Greenfield-based Elanco Animal Health could reach an agreement as early as next week to buy the animal-health unit of German pharmaceutical giant Bayer AG, Bloomberg reported Wednesday.
The report did not say how much the deal would be worth. Elanco, a former division of Eli Lilly and Co. that went public last fall, has a market value of $12.3 billion. When news of the Elanco-Bayer discussions broke last month, financial news services published widely varying estimates of a purchase price for the Bayer unit, from $4.5 billion to $8 billion.
In Wednesday’s story, Bloomberg said Elanco would pay at least part of the purchase price in stock, which would give Bayer a “significant minority stake” in Elanco.

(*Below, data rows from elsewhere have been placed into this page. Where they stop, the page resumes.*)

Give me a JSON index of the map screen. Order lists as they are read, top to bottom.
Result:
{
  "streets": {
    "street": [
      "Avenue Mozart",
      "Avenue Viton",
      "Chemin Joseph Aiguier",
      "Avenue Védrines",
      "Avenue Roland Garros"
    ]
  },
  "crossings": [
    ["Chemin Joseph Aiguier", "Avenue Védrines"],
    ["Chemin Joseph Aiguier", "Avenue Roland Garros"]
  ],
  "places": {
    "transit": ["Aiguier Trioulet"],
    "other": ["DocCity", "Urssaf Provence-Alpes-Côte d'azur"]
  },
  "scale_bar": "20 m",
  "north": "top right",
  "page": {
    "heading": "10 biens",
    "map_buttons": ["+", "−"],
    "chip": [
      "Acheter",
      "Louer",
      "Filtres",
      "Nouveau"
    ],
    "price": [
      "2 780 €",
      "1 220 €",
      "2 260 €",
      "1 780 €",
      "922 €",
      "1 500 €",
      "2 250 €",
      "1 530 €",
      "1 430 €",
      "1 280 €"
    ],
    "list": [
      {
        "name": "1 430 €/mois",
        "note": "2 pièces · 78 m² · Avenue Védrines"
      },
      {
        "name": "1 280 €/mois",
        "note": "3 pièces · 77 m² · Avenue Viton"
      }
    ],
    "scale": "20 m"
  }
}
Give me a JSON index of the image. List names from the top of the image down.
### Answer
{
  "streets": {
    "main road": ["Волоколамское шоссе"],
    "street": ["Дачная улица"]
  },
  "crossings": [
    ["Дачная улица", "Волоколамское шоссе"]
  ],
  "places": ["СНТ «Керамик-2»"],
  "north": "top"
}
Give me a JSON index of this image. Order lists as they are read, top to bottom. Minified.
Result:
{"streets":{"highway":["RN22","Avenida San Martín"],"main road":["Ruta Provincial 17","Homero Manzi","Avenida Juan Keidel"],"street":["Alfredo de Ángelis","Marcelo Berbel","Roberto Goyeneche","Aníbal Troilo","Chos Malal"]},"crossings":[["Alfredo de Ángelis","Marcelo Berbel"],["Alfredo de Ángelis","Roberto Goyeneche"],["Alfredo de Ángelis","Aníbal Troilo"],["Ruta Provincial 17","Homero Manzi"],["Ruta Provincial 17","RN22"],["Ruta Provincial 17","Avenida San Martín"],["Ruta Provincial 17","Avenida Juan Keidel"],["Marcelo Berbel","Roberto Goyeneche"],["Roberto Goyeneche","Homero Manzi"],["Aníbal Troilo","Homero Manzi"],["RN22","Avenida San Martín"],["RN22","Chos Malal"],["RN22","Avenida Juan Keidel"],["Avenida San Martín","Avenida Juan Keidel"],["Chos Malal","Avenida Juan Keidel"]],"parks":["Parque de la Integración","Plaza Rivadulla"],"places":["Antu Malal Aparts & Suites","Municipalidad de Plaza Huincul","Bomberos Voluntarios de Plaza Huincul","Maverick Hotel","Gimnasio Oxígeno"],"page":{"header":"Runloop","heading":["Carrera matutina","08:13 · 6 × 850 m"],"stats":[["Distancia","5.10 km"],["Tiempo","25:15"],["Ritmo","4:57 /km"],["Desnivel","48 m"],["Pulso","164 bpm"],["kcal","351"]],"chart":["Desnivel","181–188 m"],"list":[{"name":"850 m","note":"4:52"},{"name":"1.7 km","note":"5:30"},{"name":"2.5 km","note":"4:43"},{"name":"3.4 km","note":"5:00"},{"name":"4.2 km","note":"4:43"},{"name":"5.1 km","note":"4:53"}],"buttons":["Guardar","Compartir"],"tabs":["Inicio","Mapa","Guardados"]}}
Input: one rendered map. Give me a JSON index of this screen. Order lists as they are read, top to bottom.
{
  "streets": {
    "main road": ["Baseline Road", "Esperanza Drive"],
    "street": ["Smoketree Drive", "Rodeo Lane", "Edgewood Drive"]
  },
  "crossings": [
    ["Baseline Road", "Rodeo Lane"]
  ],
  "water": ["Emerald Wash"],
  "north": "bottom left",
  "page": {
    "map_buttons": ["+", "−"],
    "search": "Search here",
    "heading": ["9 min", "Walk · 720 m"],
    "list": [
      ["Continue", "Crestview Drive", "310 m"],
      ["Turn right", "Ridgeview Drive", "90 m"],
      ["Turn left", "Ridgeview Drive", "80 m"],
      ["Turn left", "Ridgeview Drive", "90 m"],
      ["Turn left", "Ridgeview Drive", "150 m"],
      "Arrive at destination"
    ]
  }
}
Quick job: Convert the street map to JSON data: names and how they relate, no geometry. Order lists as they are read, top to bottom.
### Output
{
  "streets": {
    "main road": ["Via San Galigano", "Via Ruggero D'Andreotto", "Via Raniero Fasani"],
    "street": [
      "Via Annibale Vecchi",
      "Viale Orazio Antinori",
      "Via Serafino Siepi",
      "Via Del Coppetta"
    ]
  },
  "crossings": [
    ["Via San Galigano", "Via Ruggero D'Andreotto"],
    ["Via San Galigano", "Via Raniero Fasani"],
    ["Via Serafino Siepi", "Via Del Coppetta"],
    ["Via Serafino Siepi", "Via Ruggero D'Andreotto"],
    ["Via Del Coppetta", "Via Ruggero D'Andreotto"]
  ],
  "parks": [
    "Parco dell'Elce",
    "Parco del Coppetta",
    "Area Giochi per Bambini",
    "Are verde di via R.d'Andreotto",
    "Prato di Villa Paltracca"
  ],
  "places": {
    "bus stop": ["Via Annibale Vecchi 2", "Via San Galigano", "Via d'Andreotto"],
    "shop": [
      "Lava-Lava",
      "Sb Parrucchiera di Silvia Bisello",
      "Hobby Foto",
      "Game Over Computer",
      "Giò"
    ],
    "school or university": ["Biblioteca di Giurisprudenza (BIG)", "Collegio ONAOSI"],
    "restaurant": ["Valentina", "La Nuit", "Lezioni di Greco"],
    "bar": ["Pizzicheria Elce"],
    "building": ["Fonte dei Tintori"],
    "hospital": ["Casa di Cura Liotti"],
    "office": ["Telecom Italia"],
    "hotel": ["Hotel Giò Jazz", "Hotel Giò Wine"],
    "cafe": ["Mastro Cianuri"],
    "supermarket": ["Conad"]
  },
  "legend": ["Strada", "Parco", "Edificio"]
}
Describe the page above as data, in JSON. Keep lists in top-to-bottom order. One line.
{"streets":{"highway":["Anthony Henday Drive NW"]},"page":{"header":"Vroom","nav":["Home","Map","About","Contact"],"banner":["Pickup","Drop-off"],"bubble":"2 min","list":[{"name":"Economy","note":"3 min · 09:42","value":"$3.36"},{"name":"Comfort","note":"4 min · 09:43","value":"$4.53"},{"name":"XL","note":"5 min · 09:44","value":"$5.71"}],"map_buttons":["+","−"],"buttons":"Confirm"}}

Elanco declined to comment, calling the report a “marketplace rumor.”
Bayer has been under pressure to divest assets and raise cash since buying St. Louis-based Monsanto Co. for $63 billion last year. In November, Bayer CEO Werner Baumann said the company would seek to sell its animal-health division, which has a diverse product line, including its best-selling Advantage flea, tick and worm treatment for small animals.
Such a deal would swell the size of Elanco, already the fourth-largest global player in animal health. Elanco’s product line includes Interceptor Plus, a heartworm prevention for dogs, and Posilac, a hormone for dairy cows.
Earlier this year, Elanco paid $234 million to acquire Aratana Therapeutics, a Kansas-based startup that is developing medical treatments for dogs and cats. Elanco has grown rapidly through at least 10 acquisitions since 2007, including the $5.4 billion takeover of Novartis AG’s animal-health unit in 2014.
Elanco had been part of Lilly for 64 years until it was spun off in September in a $1.5 billion initial public offering.
The only players larger than Elanco in animal health are Pfizer spinoff Zoetis, Boehringer Ingelheim and Merck.
The company has more than 5,000 employees worldwide, including more than 800 in Greenfield.